Reforma da previdência irá aprofundar as desigualdades

 

A direção do Sindicato dos Comerciários de Fortaleza realizou no dia 21 de março de 2019, na sede do Sindicato, uma palestra sobre aposentadorias, todos os benefícios e consequências da Reforma da Previdência na vida do trabalhador(a). 

Na ocasião, o palestrante Jorge Queiroz, Advogado e Especialista em Direito Previdenciário e Mestre em Direito Público, alertou sobre o fim do direito à aposentadoria. A Proposta de Emenda à Constituição (PEC) 06/2019, da reforma da Previdência de Jair Bolsonaro (PSL), se for aprovada pelo Congresso Nacional segundo o advogado, tem um único objetivo de introduzir diretrizes transitórias até que a verdadeira reforma seja feita por meio de dezenas de leis complementares, mais fáceis de serem aprovadas no Congresso.

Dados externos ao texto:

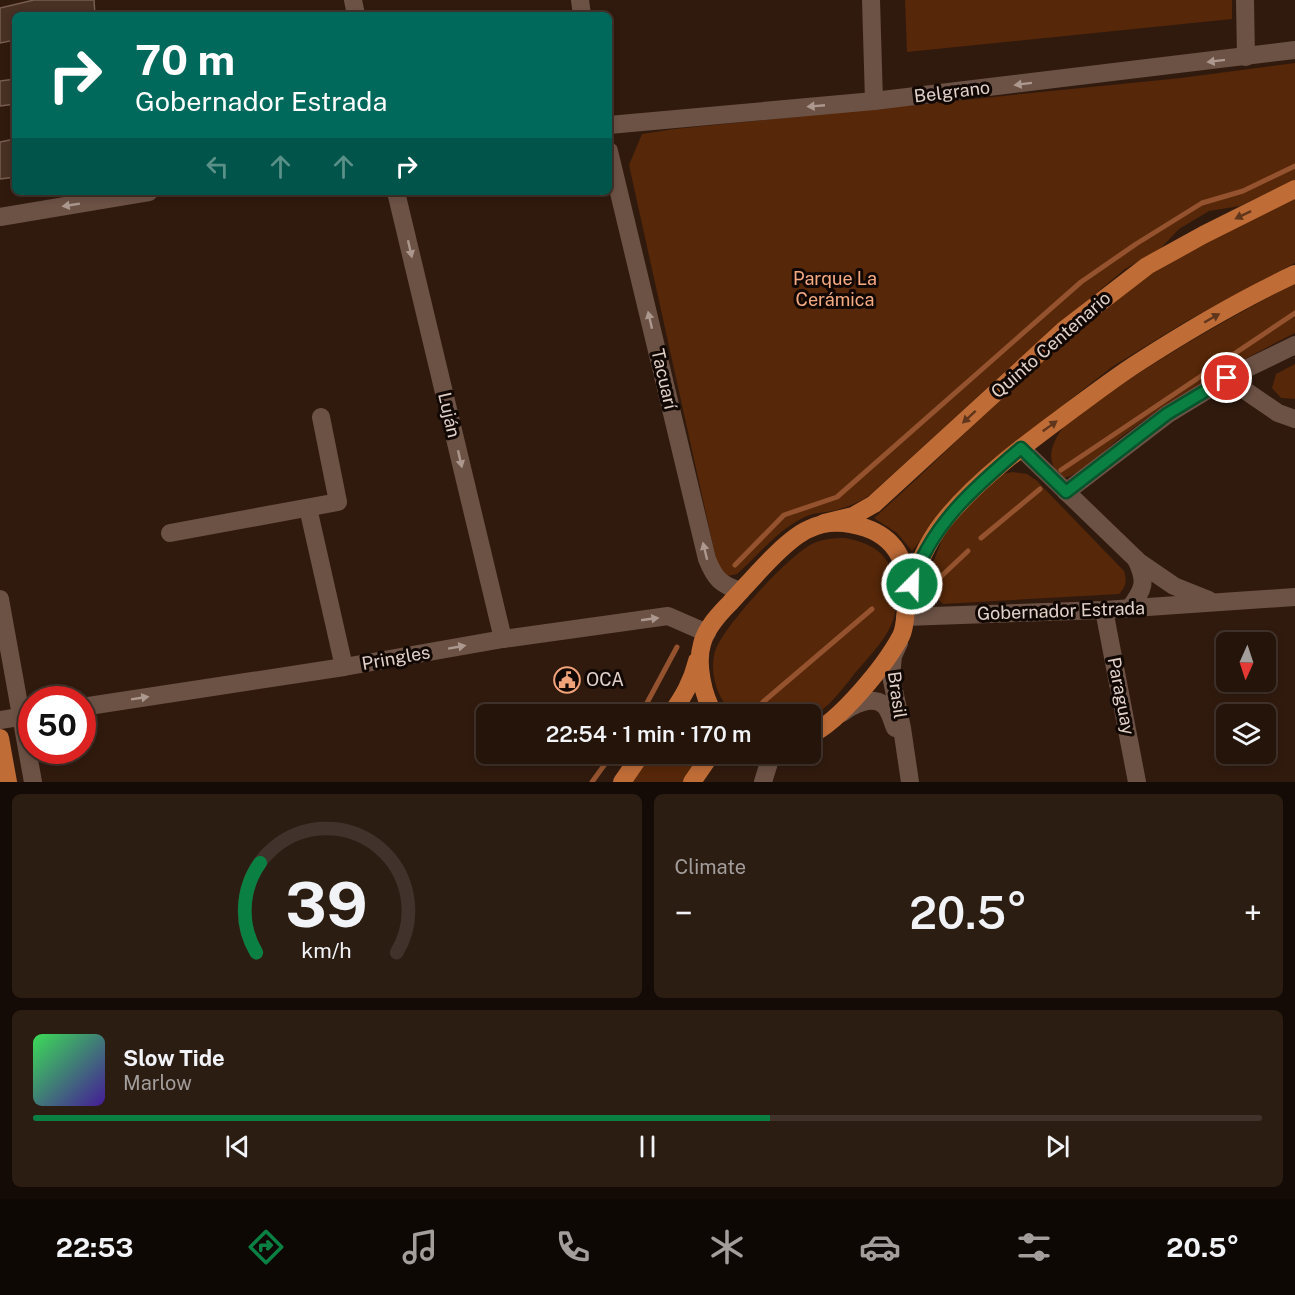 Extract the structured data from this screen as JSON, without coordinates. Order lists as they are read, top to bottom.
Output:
{
  "streets": {
    "main road": ["Quinto Centenario"],
    "street": [
      "Belgrano",
      "Tacuarí",
      "Luján",
      "Gobernador Estrada",
      "Pringles",
      "Brasil",
      "Paraguay"
    ]
  },
  "crossings": [
    ["Quinto Centenario", "Tacuarí"],
    ["Quinto Centenario", "Pringles"],
    ["Luján", "Pringles"],
    ["Gobernador Estrada", "Brasil"],
    ["Gobernador Estrada", "Paraguay"]
  ],
  "one_way": ["Belgrano", "Tacuarí", "Pringles"],
  "parks": ["Parque La Cerámica"],
  "places": {
    "public building": ["OCA"]
  },
  "north": "bottom",
  "page": {
    "turn": ["70 m", "Gobernador Estrada"],
    "limit": "50",
    "trip": "22:54 · 1 min · 170 m",
    "tile": "Climate",
    "heat": ["−", "20.5°", "+"],
    "song": ["Slow Tide", "Marlow"],
    "tabs": ["22:53", "20.5°"],
    "gauge": ["39", "km/h"]
  }
}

A “reforma” fixa regras para excluir o regime geral e seus direitos:

Entenda como fica se a reforma passar:

  1. A aposentadoria integral será para uma minoria com capacidade de contribuir por 40 anos.
  2. A aposentadoria parcial, com valor rebaixado (60% da média de todas as contribuições) será inacessível para mais de 35% dos brasileiros, que nem sequer conseguem comprovar 20 anos de contribuição.
  3. O reajuste dos benefícios deixaria de ser corrigido pela inflação.
  4. A idade mínima de 62/65 anos poderá ser de 64/67 em 2033, pois sempre que a expectativa de sobrevida aos 65 anos se elevar um ano, a idade mínima também subirá.
  5. As regras de transição são curtas e severas: em 2028, os homens terão de acumular 105 pontos de idade e tempo de contribuição (acréscimo de 9 pontos em 10 anos), e as mulheres, em 2033, terão de somar 100 pontos (acréscimo de 14 pontos em 14 anos).
  6. Na Previdência Rural, a idade mínima da mulher sobe de 55 para 60 anos e o tempo de comprovação da atividade rural é substituído por tempo de contribuição durante 20 anos;
  7. Cria-se a aposentadoria por invalidez de primeira classe (acidente no trabalho) e de segunda classe (fora do trabalho), cujos valores de benefício são distintos (respectivamente, 100% e 60% da média de contribuições).
  1. Igualmente, institui-se a pensão por morte de primeira e de segunda classe (que pode ser inferior ao salário mínimo).
  2. A “reforma” restringe o acúmulo de mais de uma aposentadoria e pensão.
  3. O conceito de “proteção à maternidade” é alterado para “salário-maternidade”, o que pode restringir direitos.
  4. A “reforma” cria mais dificuldades para a aposentadoria de cidadãos com deficiência (a deficiência “leve” passa a exigir 35 anos de contribuição).
  5. Restringe-se o critério para o Abono Salarial (de dois para um salário mínimo), afetando mais de 20 milhões de brasileiros.
  6. A “segregação contábil” do Orçamento da Seguridade Social pode tornar constitucional uma “contabilidade criativa” praticada desde 1989 – considera-se que a Previdência é financiada apenas pelos empregados e empregadores.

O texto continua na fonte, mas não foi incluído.